[Records excerpted from a collection]

****************

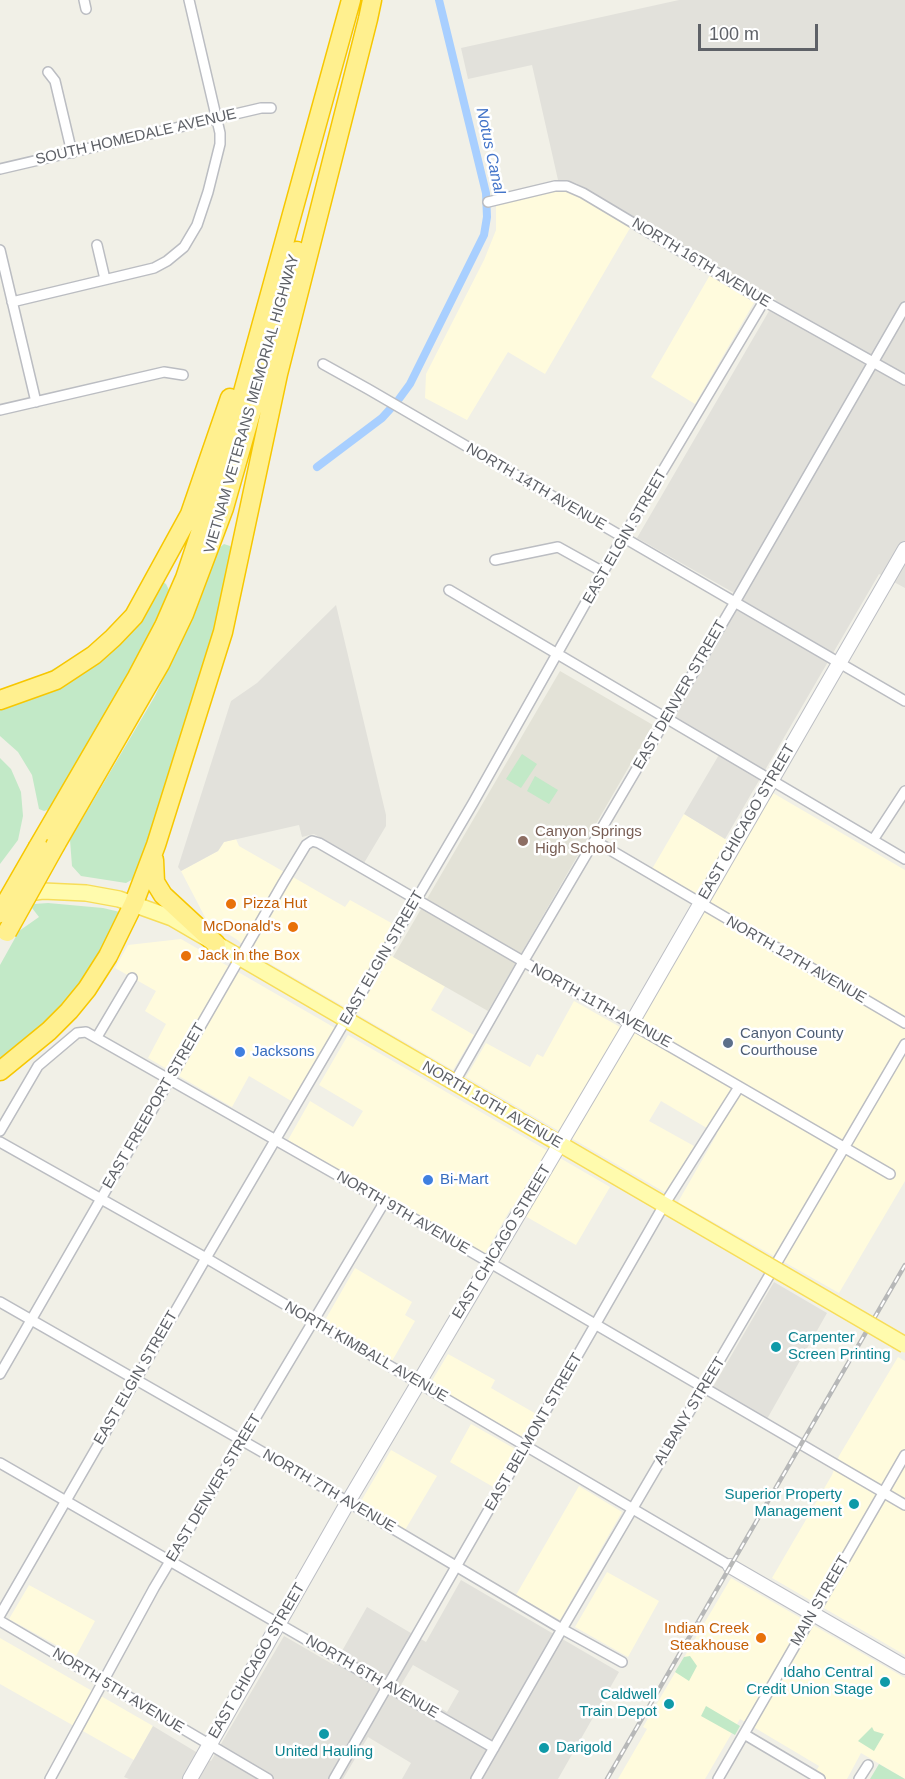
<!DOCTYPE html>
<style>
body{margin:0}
#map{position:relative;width:905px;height:1779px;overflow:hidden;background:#f1f0e7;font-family:Helvetica,sans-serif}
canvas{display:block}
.scale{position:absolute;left:698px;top:24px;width:120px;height:27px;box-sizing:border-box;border:3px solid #5e6167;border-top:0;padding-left:8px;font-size:18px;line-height:21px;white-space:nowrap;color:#5e6167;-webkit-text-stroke:4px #fff;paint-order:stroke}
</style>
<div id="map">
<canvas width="905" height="1779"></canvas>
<div class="scale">100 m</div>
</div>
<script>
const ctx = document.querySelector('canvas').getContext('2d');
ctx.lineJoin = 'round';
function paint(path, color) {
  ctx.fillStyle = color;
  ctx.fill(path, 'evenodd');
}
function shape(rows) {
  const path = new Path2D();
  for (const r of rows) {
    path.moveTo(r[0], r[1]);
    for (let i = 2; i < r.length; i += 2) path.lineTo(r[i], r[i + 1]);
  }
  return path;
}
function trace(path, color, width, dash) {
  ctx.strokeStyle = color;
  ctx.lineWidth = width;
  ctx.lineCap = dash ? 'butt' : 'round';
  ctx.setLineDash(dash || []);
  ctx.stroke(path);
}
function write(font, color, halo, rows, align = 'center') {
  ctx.font = font + ' Helvetica,sans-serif';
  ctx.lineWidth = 5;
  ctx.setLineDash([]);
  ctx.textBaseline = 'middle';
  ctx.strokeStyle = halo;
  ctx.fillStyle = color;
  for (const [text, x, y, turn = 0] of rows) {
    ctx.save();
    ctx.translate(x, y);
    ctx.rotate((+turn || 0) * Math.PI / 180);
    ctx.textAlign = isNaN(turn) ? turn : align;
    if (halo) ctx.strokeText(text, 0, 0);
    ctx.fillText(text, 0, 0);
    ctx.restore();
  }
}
const commercial = shape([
 [560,190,576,195,630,228,545,374,508,352,467,420,425,398,426,374,484,260,496,230,496,203],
 [710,275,755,301,695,404,651,377],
 [773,793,905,870,905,1181,839,1293,678,1202,717,1134,661,1101,649,1121,694,1146,666,1193,466,1077,486,1043,530,1067,537,1054,543,1057,574,1001,620,1027,589,1083,600,1090,710,902,652,869,684,814,741,848],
 [236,839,239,846,345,907,350,900,395,925,381,950,445,986,431,1010,474,1035,453,1070,257,956,236,939,207,921,181,871,218,851,224,842],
 [181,939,335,1028,293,1102,249,1076,232,1107,148,1058,166,1024,145,1011,156,991,115,968,128,945],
 [348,1035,610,1187,576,1245,511,1208,485,1254,288,1140,310,1101,353,1127,363,1111,319,1085],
 [355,1268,412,1302,405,1315,415,1321,392,1361,324,1322],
 [448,1354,495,1380,491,1388,538,1415,524,1438,430,1384],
 [898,1357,905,1361,905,1655,772,1578,832,1475,839,1456],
 [471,1424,517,1450,495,1488,450,1462],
 [391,1450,437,1476,405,1530,360,1503],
 [579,1486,622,1512,560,1620,516,1595],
 [607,1572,659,1601,628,1657,575,1627],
 [731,1578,905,1678,905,1779,861,1753,847,1779,812,1779,819,1766,740,1719,705,1779,618,1779,647,1729,643,1727],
 [29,1585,95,1621,76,1656,9,1619],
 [0,1638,153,1726,134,1760,0,1684]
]);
const industrial = shape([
 [679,0,905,0,905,588,879,574,725,839,684,814,723,748,673,720,743,598,637,538,776,299,576,183,558,180,532,65,468,79,461,48],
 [336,605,386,815,386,826,364,863,314,834,302,837,299,825,224,842,218,851,181,871,178,867,231,701,257,683],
 [774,1282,827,1313,767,1419,713,1387],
 [461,1580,619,1672,558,1779,402,1779,411,1763,368,1737,343,1779,129,1779,124,1777,153,1726,211,1761,284,1636,334,1665,367,1607,426,1642],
 [413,1665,459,1691,447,1712,401,1685]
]);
const education = shape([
 [560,671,653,725,488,1011,393,957]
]);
const green = shape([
 [224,544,230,546,236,553,221,619,145,860,135,878,126,883,81,876,72,866,70,840,155,696,198,606,219,548],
 [160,580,166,584,169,590,144,645,94,736,51,809,44,811,39,809,32,775,18,752,0,736,0,692,48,672,84,651,117,625],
 [522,754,537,764,521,788,506,779],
 [0,758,11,769,21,792,23,816,18,840,0,864],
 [535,776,558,790,549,804,527,791],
 [48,903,103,908,120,912,122,917,81,983,43,1025,0,1061,0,965,19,931,39,917,32,908,34,904],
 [690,1656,697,1666,689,1681,675,1672,684,1657],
 [706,1706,740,1726,735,1735,701,1716],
 [872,1727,874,1731,884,1734,874,1751,858,1741],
 [879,1764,905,1779,870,1779]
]);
const canal = shape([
 [399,399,410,384,484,235,487,217,486,193,439,0],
 [317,467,382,418,392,407]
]);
const street = shape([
 [84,0,86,9],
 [48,72,55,81,72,153],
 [0,169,261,108,271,108],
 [488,202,555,186,567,186,583,193,764,301,905,380],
 [97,245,105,279],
 [0,250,36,402],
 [12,302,154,268,167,261,184,247,197,225,208,192,220,144,220,133,189,0],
 [323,364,368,389,905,701],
 [0,410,164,372,183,375],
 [495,560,558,547,603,572],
 [449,590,905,859],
 [873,840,905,791],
 [595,841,905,1023],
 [97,1037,132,978],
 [454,1083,523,962,735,602,905,307],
 [0,1131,38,1066,77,1033,86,1032,439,1233,905,1505],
 [0,1142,206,1258,730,1566],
 [0,1302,299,1473,562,1629,622,1662],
 [0,1374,283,883,306,845,312,841,319,843,890,1174],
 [0,1463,494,1748],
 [0,1615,206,1258,473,803,616,549,764,301],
 [0,1621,268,1779],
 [744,1734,820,1779],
 [50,1779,154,1588,385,1201],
 [334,1779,664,1205,739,1087],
 [476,1779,562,1629,905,1044],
 [718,1779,905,1455],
 [859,1779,868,1765]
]);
const secondary = shape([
 [730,1566,905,1667],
 [190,1779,348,1502,631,1024,905,549]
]);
const primary = shape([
 [20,894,43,891,86,893,119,899,172,918,766,1264]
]);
const highway = shape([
 [0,700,56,680,94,655,113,638,134,616,190,514,230,398],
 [56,844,160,664,184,614,224,508,297,251],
 [38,847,137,677,164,626,185,578,224,461,351,0],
 [154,860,155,882,163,895,216,944],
 [0,1071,49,1031,69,1011,87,989,108,956,134,903,156,845,223,632,278,374,368,19,372,0]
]);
const rail = shape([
 [607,1779,905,1265]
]);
const primaryBridge = shape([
 [766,1264,905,1345]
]);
const highwayBridge = shape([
 [0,913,38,847],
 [7,932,56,844]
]);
const markers = [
 [523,841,6,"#8d6e63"],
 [231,904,6,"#e8710a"],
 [293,927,6,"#e8710a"],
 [186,956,6,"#e8710a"],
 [728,1043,6,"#5c6f8a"],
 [240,1052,6,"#3f7fe0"],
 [428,1180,6,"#3f7fe0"],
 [776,1347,6,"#0f9aa8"],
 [854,1504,6,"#0f9aa8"],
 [761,1638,6,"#e8710a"],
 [885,1682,6,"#0f9aa8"],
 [669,1704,6,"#0f9aa8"],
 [324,1734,6,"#0f9aa8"],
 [544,1748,6,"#0f9aa8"]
];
const streetNames = [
 ["SOUTH HOMEDALE AVENUE",136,137,-13],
 ["NORTH 16TH AVENUE",701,263,31],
 ["VIETNAM VETERANS MEMORIAL HIGHWAY",252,404,-74],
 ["NORTH 14TH AVENUE",536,487,30],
 ["EAST ELGIN STREET",625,537,-60],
 ["EAST DENVER STREET",680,695,-60],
 ["EAST CHICAGO STREET",747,822,-60],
 ["EAST ELGIN STREET",382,958,-60],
 ["NORTH 12TH AVENUE",796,960,30],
 ["NORTH 11TH AVENUE",601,1006,29],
 ["NORTH 10TH AVENUE",492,1105,30],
 ["EAST FREEPORT STREET",154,1106,-60],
 ["NORTH 9TH AVENUE",403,1213,30],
 ["EAST CHICAGO STREET",502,1242,-59],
 ["NORTH KIMBALL AVENUE",366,1352,30],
 ["EAST ELGIN STREET",136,1378,-60],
 ["ALBANY STREET",690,1411,-59],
 ["EAST BELMONT STREET",534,1432,-60],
 ["EAST DENVER STREET",214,1488,-59],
 ["NORTH 7TH AVENUE",329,1491,30],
 ["MAIN STREET",820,1601,-60],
 ["EAST CHICAGO STREET",257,1661,-60],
 ["NORTH 6TH AVENUE",372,1677,30],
 ["NORTH 5TH AVENUE",118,1691,31]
];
const educationNames = [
 ["Canyon Springs",535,832],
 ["High School",535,849]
];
const foodNames = [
 ["Pizza Hut",243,904],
 ["McDonald's",281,927,"right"],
 ["Jack in the Box",198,956],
 ["Indian Creek",749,1629,"right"],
 ["Steakhouse",749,1646,"right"]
];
const serviceNames = [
 ["Canyon County",740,1034],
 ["Courthouse",740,1051]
];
const shopNames = [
 ["Jacksons",252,1052],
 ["Bi-Mart",440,1180]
];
const cultureNames = [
 ["Carpenter",788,1338,"left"],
 ["Screen Printing",788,1355,"left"],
 ["Superior Property",842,1495],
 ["Management",842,1512],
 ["Idaho Central",873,1673],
 ["Credit Union Stage",873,1690],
 ["Caldwell",657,1695],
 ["Train Depot",657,1712],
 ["Darigold",556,1748,"left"],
 ["United Hauling",324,1752,"center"]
];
const waterNames = [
 ["Notus Canal",490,151,78]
];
paint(commercial, '#fffbdd');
paint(industrial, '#e2e1db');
paint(education, '#e3e2d7');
paint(green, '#c2e9c7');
trace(canal, '#a8cfff', 8);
trace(street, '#bbbdc2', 12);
trace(secondary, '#bcbec4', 16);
trace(primary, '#f7dd59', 18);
trace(highway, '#f7c700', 21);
trace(street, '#fff', 9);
trace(secondary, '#fff', 14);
trace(primary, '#fffbad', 15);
trace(highway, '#fff08f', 18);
trace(rail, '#b7b8b8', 4.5);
trace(rail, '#fff', 2, [7]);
trace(primaryBridge, '#f7dd59', 18, []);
trace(highwayBridge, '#f7c700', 21, []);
trace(primaryBridge, '#fffbad', 15);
trace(highwayBridge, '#fff08f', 18);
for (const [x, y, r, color] of markers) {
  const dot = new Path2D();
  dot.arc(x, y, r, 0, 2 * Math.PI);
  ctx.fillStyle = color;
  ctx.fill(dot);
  trace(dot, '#fff', 2);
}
write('15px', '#5e6167', '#fff', streetNames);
write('15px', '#785e54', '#fff', educationNames, 'left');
write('15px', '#c56008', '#fff', foodNames, 'left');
write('15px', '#4e5e75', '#fff', serviceNames, 'left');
write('15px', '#366cbe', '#fff', shopNames, 'left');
write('15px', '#0d838f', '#fff', cultureNames, 'right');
write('italic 16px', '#4475c9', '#fff', waterNames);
</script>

****************

* **TASK DETAILS**
What you return should be exactly the lines above, starting at the one with "ctx.setLineDash(dash || []);" and ending at the one with "ctx.translate(x, y);", and nothing else.

* **RESPONSE BELOW**
  ctx.setLineDash(dash || []);
  ctx.stroke(path);
}
function write(font, color, halo, rows, align = 'center') {
  ctx.font = font + ' Helvetica,sans-serif';
  ctx.lineWidth = 5;
  ctx.setLineDash([]);
  ctx.textBaseline = 'middle';
  ctx.strokeStyle = halo;
  ctx.fillStyle = color;
  for (const [text, x, y, turn = 0] of rows) {
    ctx.save();
    ctx.translate(x, y);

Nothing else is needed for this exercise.